Excerpts from a dataset:
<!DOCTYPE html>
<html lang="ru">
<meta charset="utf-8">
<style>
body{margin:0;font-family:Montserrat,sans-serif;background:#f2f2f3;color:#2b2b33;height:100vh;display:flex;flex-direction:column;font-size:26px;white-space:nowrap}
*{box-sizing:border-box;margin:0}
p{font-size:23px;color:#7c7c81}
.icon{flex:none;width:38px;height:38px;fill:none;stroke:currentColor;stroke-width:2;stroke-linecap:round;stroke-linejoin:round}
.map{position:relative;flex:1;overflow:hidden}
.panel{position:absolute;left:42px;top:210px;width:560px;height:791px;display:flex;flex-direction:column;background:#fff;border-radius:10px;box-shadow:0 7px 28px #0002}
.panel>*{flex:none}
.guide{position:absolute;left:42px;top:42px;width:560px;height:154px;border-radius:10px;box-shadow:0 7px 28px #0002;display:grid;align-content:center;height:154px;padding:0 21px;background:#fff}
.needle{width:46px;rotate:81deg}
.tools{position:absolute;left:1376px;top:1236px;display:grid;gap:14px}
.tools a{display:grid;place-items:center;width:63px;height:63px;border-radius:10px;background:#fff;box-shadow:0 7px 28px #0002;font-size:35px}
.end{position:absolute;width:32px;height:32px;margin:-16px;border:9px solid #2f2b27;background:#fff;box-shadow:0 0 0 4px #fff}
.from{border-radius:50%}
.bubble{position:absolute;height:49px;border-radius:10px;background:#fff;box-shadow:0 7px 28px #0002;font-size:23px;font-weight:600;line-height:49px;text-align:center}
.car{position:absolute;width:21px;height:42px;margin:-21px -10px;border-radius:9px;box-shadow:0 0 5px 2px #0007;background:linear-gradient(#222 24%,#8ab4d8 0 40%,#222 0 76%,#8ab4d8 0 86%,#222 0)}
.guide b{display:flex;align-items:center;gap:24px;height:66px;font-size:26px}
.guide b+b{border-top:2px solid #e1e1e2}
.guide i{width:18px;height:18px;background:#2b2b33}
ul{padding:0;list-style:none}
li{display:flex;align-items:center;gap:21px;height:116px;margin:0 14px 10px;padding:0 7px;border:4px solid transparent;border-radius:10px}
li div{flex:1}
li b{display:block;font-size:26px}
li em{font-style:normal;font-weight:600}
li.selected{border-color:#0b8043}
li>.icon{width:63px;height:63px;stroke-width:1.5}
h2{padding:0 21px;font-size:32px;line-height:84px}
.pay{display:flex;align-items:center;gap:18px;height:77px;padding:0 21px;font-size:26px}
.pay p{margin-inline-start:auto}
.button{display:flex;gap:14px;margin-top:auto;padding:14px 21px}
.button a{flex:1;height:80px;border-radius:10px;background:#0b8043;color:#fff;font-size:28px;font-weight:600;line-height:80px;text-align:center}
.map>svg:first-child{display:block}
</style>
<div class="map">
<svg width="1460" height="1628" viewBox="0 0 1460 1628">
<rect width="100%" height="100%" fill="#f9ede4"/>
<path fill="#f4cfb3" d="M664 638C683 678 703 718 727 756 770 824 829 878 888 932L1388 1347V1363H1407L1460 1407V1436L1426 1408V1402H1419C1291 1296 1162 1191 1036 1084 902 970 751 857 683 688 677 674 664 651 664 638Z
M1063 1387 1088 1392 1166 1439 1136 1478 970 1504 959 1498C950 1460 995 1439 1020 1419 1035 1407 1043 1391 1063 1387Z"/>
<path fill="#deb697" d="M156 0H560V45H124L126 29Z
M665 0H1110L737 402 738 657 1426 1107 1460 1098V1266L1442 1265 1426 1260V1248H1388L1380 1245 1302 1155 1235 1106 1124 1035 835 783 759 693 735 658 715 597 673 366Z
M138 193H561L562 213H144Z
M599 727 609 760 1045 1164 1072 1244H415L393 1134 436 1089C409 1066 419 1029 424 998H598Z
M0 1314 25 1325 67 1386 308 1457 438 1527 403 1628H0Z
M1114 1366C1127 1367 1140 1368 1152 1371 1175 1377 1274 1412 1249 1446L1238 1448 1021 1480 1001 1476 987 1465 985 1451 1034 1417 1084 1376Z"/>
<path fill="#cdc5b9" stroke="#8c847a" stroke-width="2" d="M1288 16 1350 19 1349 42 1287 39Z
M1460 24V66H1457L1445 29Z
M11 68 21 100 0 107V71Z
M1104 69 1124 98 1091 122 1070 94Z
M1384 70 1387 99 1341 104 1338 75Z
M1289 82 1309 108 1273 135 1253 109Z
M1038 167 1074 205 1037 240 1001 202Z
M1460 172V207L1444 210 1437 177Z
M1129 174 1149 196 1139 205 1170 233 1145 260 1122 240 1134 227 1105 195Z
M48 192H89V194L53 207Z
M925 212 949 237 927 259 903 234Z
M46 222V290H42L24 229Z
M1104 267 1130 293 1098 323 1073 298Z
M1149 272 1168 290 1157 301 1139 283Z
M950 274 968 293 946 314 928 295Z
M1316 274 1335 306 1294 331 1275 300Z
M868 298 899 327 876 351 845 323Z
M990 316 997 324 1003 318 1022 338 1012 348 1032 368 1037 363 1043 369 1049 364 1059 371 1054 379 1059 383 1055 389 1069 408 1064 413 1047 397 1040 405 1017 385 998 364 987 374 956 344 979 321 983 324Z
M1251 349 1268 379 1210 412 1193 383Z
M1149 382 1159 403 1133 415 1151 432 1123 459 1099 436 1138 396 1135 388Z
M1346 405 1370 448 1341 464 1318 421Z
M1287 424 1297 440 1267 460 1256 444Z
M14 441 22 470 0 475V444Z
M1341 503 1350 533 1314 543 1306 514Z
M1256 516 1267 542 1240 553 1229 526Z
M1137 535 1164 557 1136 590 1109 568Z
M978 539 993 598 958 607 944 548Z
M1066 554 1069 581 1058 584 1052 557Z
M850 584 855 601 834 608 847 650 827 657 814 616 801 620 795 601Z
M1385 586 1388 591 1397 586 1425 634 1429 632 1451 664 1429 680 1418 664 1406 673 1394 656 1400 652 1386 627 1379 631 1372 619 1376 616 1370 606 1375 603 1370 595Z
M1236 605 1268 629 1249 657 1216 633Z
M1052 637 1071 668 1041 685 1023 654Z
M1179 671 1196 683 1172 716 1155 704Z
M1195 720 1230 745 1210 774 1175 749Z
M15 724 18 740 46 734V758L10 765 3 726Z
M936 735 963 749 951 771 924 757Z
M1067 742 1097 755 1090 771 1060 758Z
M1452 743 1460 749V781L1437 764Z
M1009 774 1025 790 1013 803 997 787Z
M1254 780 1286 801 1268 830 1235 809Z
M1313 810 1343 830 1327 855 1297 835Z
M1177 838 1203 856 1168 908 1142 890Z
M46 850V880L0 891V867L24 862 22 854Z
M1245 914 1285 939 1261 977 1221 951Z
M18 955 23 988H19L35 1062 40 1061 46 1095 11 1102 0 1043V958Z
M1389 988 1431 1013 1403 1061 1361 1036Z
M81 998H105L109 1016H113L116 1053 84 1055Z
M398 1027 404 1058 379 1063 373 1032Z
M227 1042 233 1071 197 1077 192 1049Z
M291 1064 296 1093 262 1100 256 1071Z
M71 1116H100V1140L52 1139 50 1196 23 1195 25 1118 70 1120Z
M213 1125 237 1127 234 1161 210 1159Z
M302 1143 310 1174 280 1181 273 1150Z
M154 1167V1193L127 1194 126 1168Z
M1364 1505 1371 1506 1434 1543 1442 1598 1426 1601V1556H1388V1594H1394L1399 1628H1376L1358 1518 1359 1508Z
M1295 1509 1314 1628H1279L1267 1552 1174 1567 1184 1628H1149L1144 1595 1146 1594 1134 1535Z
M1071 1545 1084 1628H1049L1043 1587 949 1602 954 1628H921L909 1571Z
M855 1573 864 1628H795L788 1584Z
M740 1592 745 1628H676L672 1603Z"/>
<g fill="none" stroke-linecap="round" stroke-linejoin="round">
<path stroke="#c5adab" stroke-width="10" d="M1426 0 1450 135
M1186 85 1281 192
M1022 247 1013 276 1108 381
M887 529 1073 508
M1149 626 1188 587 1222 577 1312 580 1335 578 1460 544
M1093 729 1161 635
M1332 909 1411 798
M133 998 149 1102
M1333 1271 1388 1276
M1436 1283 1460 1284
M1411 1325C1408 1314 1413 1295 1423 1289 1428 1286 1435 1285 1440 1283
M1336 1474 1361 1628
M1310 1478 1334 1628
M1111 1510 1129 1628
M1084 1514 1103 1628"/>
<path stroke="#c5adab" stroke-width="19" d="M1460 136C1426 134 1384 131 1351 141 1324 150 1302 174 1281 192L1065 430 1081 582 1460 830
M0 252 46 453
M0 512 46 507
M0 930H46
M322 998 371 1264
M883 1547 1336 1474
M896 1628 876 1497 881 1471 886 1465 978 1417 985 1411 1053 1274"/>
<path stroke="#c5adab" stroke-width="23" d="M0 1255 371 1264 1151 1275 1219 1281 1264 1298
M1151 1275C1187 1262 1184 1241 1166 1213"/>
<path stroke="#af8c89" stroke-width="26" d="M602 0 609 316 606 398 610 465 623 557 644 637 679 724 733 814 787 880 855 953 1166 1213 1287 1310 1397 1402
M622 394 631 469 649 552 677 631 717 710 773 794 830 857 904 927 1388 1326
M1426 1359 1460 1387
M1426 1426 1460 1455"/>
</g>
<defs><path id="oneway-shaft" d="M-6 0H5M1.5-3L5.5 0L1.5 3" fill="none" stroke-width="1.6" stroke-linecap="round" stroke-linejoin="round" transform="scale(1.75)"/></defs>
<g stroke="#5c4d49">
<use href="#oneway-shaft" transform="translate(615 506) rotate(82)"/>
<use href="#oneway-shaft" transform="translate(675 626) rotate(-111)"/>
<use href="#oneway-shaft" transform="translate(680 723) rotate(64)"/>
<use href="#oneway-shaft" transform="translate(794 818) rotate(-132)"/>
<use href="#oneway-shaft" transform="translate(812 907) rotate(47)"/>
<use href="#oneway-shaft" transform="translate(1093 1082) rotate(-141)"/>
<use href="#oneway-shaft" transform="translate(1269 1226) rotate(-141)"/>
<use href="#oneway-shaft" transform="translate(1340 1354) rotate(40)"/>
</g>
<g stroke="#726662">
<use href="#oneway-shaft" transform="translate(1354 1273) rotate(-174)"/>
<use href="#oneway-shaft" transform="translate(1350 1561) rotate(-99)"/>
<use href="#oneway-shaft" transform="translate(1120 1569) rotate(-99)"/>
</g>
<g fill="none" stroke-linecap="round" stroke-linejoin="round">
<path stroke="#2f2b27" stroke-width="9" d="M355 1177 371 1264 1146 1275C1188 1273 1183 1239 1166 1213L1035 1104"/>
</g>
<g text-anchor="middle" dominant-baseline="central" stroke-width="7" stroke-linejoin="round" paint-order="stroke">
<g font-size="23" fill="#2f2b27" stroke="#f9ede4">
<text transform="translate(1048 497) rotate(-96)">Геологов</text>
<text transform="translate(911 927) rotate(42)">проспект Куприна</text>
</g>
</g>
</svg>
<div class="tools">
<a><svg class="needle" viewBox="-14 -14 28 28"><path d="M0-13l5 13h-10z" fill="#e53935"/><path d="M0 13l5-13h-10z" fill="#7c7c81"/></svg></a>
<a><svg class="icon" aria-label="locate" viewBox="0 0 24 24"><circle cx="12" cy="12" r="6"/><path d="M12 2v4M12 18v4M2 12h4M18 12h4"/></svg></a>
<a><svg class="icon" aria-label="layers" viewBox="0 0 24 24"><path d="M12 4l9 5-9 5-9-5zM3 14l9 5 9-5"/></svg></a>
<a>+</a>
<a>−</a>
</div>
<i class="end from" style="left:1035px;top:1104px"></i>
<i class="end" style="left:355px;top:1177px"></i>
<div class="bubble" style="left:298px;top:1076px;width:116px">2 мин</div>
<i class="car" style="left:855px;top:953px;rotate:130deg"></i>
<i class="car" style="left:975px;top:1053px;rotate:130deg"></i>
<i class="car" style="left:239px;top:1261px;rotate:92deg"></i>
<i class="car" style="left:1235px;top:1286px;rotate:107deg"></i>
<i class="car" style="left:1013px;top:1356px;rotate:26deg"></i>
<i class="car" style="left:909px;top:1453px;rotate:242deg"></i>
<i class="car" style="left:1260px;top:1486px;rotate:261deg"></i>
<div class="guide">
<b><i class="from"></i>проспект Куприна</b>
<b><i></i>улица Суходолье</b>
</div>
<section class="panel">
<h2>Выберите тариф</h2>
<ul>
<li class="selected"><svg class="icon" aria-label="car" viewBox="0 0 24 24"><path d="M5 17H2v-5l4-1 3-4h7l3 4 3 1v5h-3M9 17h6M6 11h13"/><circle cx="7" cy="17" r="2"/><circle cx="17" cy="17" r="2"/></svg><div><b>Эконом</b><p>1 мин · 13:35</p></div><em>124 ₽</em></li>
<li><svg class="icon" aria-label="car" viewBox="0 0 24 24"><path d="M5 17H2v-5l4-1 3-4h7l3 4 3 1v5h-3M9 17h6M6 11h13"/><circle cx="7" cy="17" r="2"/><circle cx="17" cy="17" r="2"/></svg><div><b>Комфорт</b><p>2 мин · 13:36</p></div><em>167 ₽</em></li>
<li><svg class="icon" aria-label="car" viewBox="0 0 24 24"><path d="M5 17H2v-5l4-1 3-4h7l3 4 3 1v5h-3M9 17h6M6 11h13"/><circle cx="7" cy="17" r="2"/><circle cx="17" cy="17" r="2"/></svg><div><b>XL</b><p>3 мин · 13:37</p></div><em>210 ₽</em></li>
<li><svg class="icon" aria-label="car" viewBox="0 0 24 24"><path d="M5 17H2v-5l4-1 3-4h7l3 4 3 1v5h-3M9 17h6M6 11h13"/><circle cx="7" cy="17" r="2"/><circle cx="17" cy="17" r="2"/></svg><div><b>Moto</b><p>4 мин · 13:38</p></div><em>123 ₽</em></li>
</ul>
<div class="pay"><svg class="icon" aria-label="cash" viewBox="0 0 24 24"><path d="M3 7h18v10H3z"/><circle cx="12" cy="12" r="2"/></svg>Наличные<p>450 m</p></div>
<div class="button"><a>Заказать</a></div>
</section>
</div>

■ **Required work**
What is needed is a verbatim copy of every line in the records above from the one containing "M1333 1271 1388 1276" down to the one containing "M896 1628 876", both included, and nothing more.

■ **Written reply**
M1333 1271 1388 1276
M1436 1283 1460 1284
M1411 1325C1408 1314 1413 1295 1423 1289 1428 1286 1435 1285 1440 1283
M1336 1474 1361 1628
M1310 1478 1334 1628
M1111 1510 1129 1628
M1084 1514 1103 1628"/>
<path stroke="#c5adab" stroke-width="19" d="M1460 136C1426 134 1384 131 1351 141 1324 150 1302 174 1281 192L1065 430 1081 582 1460 830
M0 252 46 453
M0 512 46 507
M0 930H46
M322 998 371 1264
M883 1547 1336 1474
M896 1628 876 1497 881 1471 886 1465 978 1417 985 1411 1053 1274"/>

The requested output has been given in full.